ACTIVITY. Return all of the records exactly.

━━━━━━━━━━

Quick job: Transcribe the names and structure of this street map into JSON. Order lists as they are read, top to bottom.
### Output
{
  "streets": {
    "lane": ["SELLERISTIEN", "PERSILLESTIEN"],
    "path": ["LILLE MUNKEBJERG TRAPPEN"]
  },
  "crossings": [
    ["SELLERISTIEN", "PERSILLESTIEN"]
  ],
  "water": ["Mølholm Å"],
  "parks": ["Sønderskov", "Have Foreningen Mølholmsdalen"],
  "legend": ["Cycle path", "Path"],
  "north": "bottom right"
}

━━━━━━━━━━

REPLY.
Quick job: Transcribe the names and structure of this street map into JSON. Order lists as they are read, top to bottom.
### Output
{
  "streets": {
    "lane": ["SELLERISTIEN", "PERSILLESTIEN"],
    "path": ["LILLE MUNKEBJERG TRAPPEN"]
  },
  "crossings": [
    ["SELLERISTIEN", "PERSILLESTIEN"]
  ],
  "water": ["Mølholm Å"],
  "parks": ["Sønderskov", "Have Foreningen Mølholmsdalen"],
  "legend": ["Cycle path", "Path"],
  "north": "bottom right"
}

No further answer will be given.